Dr. Peelle and Dr. Braver (Department of Psychological and Brain Sciences) were recently awarded a $432,938 grant from the National Institutes of Health (NIH) to support a project titled “Healthy Aging and the Cost of Cognitive Effort.” This project will investigate the ways in which people take on cognitively-demanding activities - including listening to speech in noise (for example, having dinner at a noisy restaurant). Better understanding why people engage in these activities (or choose not to) will help us understand how to make it easier.

New paper: Sentence completion norms for 3085 English sentences

As speech researchers we are often interested in how the context in which a word appears influences its processing. For example, in a noisy environment, the word "cat" might be confused with other, similar sounding words ("cap", "can", "hat", etc.). However, in that same noisy environment, if it were in a sentence such as "The girl did not like dogs but she loved her pet cat", it would be much easier to recognize: The preceding sentence context limits the number of sensible ways to finish the sentence.

One way to measure how predictable a word is at the end of a sentence is to ask people to guess what it is. So, for example, people might see the sentence "The girl did not like dogs but she loved her pet _______" and be asked to write down the first word that comes to mind in finishing the sentence. The proportion of people giving a particular word is then taken to indicate the probability of that word.

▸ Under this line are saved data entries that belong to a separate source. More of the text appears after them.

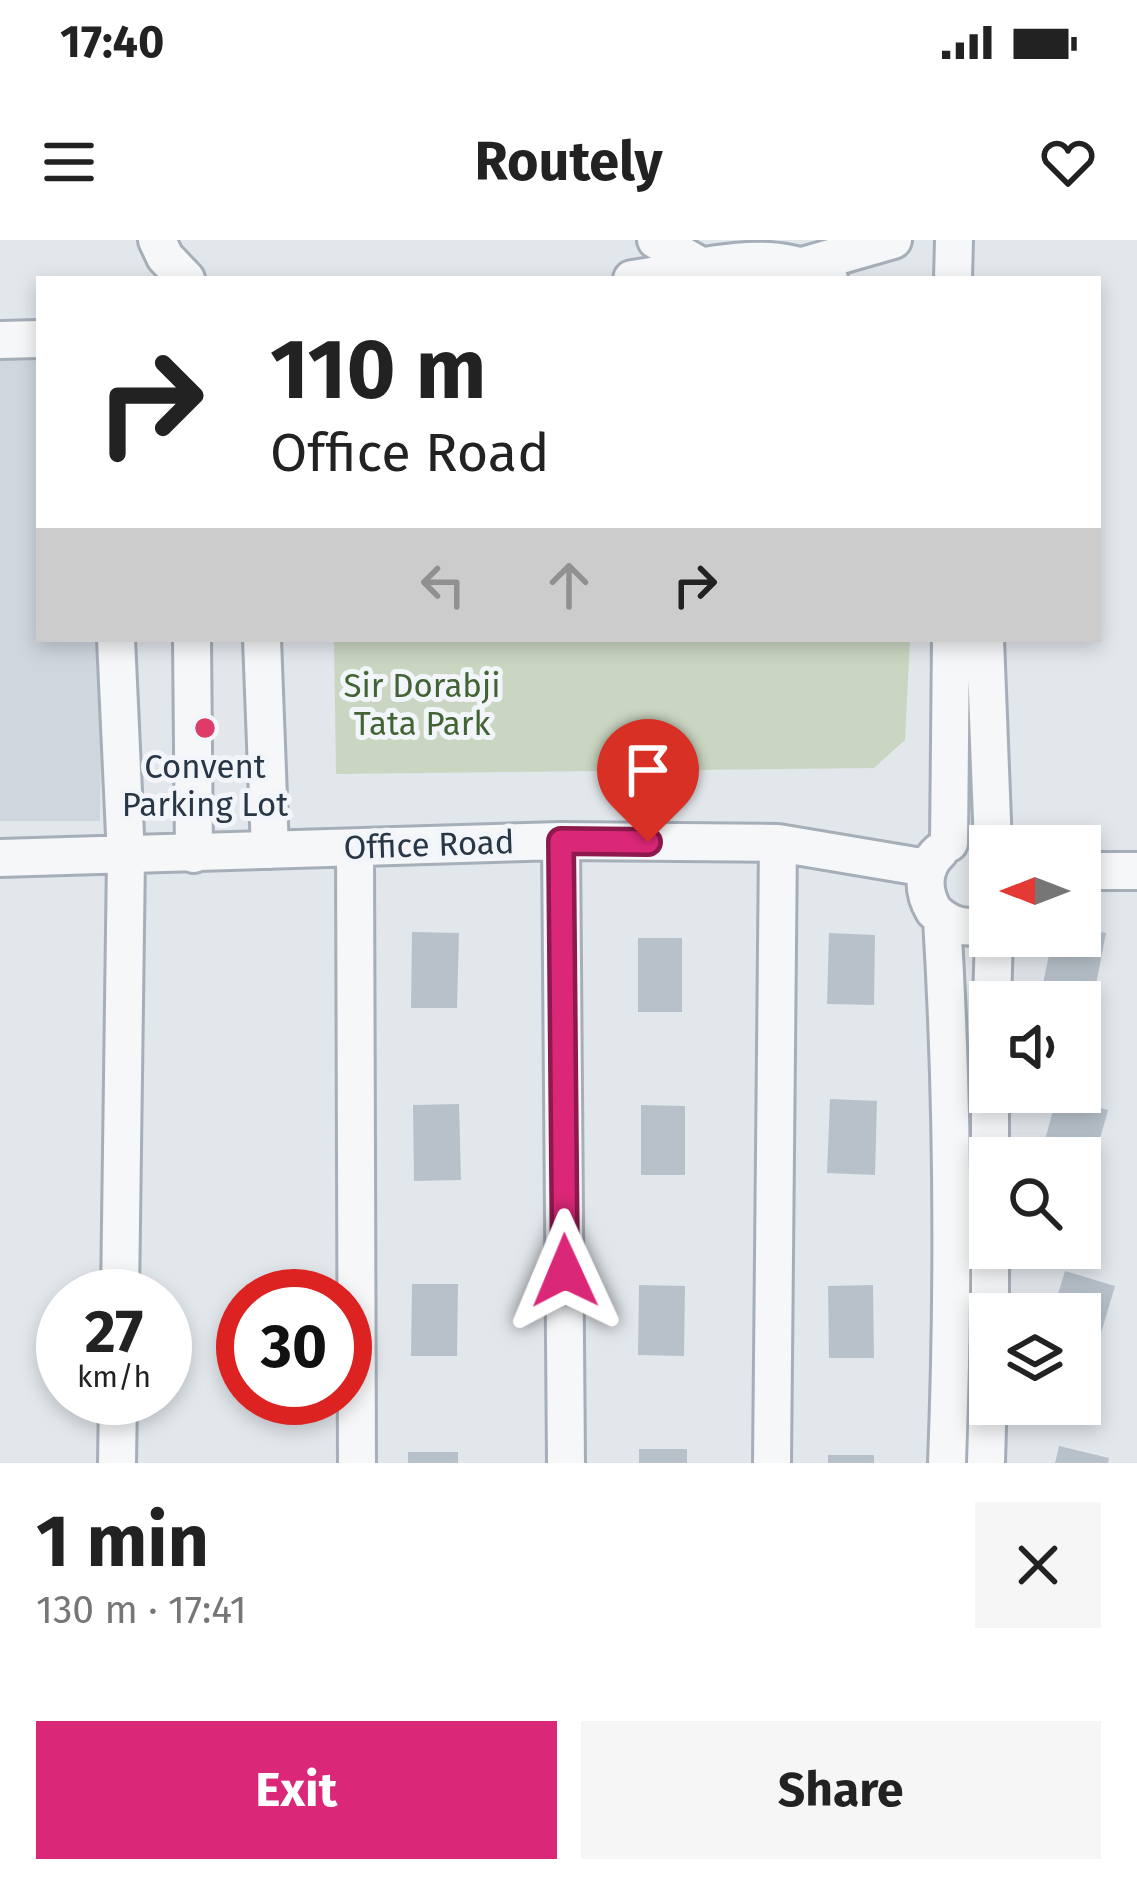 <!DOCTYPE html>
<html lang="en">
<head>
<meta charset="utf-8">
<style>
	body { margin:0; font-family:"Fira Sans",sans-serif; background:#f6f6f6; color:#222; height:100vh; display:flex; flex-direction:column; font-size:45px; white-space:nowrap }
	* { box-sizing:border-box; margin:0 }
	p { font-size:39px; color:#767676 }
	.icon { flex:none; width:66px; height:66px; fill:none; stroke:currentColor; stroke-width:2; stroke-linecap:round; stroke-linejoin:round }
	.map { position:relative; height:1223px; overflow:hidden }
	.sheet { display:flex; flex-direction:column; background:#fff; flex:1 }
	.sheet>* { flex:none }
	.banner { position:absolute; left:36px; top:36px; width:1065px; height:366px; border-radius:0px; box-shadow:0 6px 18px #0003; background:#fff; color:#222; overflow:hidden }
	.needle { width:78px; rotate:270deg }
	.fabs { position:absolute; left:969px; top:585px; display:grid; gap:24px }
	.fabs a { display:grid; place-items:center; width:132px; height:132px; border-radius:0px; background:#fff; box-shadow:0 6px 18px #0003; font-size:60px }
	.speed { position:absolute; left:36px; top:1029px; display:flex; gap:24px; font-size:60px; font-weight:700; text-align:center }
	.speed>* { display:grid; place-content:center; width:156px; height:156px; border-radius:50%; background:#fff; box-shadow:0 6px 18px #0003; line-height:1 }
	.speed small { font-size:30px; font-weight:400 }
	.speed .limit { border:18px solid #d22; background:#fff; color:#111 }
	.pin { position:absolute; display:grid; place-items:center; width:102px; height:102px; color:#fff; margin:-123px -51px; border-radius:50% 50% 50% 0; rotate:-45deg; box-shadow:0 0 12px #0007 }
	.pin .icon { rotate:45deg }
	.me { position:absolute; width:132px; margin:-66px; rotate:359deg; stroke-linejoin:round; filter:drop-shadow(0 0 9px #0008) }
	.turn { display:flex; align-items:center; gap:42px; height:252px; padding:0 36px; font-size:54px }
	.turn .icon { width:156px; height:156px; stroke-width:2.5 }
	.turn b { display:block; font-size:84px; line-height:102px }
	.lanes { display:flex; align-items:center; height:114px; padding:0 36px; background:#0003; justify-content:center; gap:60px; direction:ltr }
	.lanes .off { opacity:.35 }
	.round { display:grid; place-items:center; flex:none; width:126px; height:126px; border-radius:0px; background:#f6f6f6 }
	.head { display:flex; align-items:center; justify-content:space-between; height:204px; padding:0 36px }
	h1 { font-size:72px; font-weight:700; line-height:90px }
	.action { display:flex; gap:24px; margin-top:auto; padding:24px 36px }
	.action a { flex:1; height:138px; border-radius:0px; background:#db2777; color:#fff; font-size:48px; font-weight:700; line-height:138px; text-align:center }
	.action a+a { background:#f6f6f6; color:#222 }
	.status { display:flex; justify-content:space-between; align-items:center; height:84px; padding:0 60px; background:#fff; direction:ltr }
	.status svg { height:33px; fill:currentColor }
	header { display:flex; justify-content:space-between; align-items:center; height:156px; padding:0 36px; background:#fff; font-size:54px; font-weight:700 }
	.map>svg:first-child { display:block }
</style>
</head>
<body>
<div class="status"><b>17:40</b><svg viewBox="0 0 49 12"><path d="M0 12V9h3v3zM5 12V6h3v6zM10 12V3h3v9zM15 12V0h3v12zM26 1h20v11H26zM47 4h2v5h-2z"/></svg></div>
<header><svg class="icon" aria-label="menu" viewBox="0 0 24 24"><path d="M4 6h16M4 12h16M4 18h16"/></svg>Routely<svg class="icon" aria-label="heart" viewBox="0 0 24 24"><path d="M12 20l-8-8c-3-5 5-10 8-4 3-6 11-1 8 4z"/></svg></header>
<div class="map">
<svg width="1137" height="1223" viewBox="0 0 1137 1223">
	<rect width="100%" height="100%" fill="#e2e7ec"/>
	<path fill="#d0d6de" d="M39,100V399H102L100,581H0V101Z"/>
	<path fill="#cad6c2" d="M334,399H910L905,500L874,528L336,534Z"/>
	<path fill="#b8c1ca" d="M1080,688L1106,693L1090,775L1080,773V762H1039L1053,696H1080Z
		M412,692L459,693L457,768H411Z
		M829,693L875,695L874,765L827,764Z
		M638,698H682V772H638Z
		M1057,856L1108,870L1085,953L1080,952V918H1040Z
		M830,859L877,861L875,935L827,933Z
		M459,864L461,940L414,941L413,865Z
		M641,865L685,866V935H641Z
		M1065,1031L1115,1046L1091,1127L1080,1124V1074H1052Z
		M412,1044H458L457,1116H411Z
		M639,1045L685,1046L684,1116L638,1115Z
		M873,1045L874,1118H829L828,1046Z
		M1059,1206L1109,1218L1108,1223H1055Z
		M639,1209H687V1223H639Z
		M408,1212H458V1223H408Z
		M828,1215H874V1223H828Z"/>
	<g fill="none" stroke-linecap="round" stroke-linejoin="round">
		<g stroke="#a6aeb7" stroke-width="42">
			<path id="minor" d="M157,0L165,17L186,39
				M656,0L699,25
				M806,25L893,0
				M632,39C696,31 770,2 829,39
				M953,39L954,0
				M0,100L39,99
				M116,399L126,617L120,1056
				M192,399L194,614
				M262,399L270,610
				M985,399L993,606
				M561,601L566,1223
				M949,603L951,399
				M355,608L357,1223
				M939,612C922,628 922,651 934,671C951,687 968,691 990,682
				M0,618L561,601L778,603L927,628
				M1080,631H1137
				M942,679C953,861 954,1041 947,1223
				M992,762L994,696
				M990,798V983
				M990,1074V1008
				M117,1223L118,1158
				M772,1223L778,603
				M986,1223L990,1080"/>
		</g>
		<use href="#minor" stroke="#f5f7f9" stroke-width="36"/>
	</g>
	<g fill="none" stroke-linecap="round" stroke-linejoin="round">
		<g stroke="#8e194d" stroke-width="30">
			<path id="route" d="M565,1031L561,601L648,602"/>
		</g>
		<use href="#route" stroke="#db2777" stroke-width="21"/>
	</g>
	<circle fill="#dc3c67" stroke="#f2f5f9" stroke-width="4.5" cx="205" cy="488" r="12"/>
	<g text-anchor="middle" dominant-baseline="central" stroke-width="10" stroke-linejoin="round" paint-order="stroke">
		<g font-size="33" fill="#426334" stroke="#f2f5f9">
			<text x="422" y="446">Sir Dorabji<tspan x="422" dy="38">Tata Park</tspan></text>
		</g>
		<g font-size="33" fill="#283645" stroke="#f2f5f9">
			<text x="205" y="527">Convent<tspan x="205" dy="38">Parking Lot</tspan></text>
		</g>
		<g font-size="33" fill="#283645" stroke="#f2f5f9">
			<text transform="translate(429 605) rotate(-2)">Office Road</text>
		</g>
	</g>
</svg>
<div class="fabs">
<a><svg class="needle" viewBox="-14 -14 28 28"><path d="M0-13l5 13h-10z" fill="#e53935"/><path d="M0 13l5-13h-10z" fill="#767676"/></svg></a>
<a><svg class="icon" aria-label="sound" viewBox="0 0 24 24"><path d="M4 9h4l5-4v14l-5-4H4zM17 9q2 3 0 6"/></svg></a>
<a><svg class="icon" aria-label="search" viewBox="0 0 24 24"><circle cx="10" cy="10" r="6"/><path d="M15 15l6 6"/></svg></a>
<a><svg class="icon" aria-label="layers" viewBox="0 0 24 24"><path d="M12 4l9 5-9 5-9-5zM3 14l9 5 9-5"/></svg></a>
</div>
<div class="speed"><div>27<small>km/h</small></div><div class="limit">30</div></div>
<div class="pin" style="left:648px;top:602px;background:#d93025"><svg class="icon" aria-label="arrive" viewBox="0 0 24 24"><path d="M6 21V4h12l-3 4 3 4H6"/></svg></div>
<svg class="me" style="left:565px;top:1031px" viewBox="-20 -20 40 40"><path d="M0-17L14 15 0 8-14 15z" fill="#db2777" stroke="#fff" stroke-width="4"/></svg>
<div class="banner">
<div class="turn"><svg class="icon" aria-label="right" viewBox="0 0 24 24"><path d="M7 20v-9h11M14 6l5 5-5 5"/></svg><div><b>110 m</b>Office Road</div></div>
<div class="lanes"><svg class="icon off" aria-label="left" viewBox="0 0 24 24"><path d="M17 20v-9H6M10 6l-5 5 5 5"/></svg><svg class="icon off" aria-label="ahead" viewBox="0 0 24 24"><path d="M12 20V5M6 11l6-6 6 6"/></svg><svg class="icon" aria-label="right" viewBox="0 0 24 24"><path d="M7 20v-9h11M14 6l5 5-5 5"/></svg></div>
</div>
</div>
<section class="sheet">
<div class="head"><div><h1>1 min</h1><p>130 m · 17:41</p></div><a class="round"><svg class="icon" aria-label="close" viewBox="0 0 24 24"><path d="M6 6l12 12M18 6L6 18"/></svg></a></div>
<div class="action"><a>Exit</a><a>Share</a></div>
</section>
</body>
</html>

If 99 out of 100 people (99%) think the sentence ends with "cat", we might assume a 0.99 probability for "cat" being the final word.

Unfortunately, using this approach means that as researchers we are generally limited by the lists of available sentences with this sort of data. A few years ago we discovered we needed a greater variety of sentences for an experiment, and thus was born our new set of norms. Over the course of a summer, undergraduate students in the lab created 3085 sentences. We broke these up into lists of 50 sentences and recruited participants online to fill in sentence-final words. We got at least 100 responses for each sentence: a total of 309 participants (many of whom did more than one list), and over 325,000 total responses.

We then wrote some Python code to tally the responses, including manually checking all of the responses to correct typos, etc. Our hope is that with this large number of sentences and target words, researchers will be able to select stimuli that meet their needs for a variety of experiments.

(Although the norms are available on OSF, we are working on making a more user-friendly search interface...hopefully, coming soon.)

Peelle, J. E., Miller, R., Rogers, C. S., Spehar, B., Sommers, M., & Van Engen, K. J. (2019, September 4). Completion norms for 3085 English sentence contexts. https://doi.org/10.31234/osf.io/r8gsy

#snlmtg17photo contest winners!

Thanks to everyone who participated in the unofficial photo contest at the Society for the Neurobiology of Language conference! There were a lot of great entries but I've managed to select some winners.

Grand prize

The top prize goes to Ethan Weed for this beautiful picture of a brain coral. This ticks all the boxes: a beautiful picture, from a memorable reception, and...BRAINS (even if they're coral)!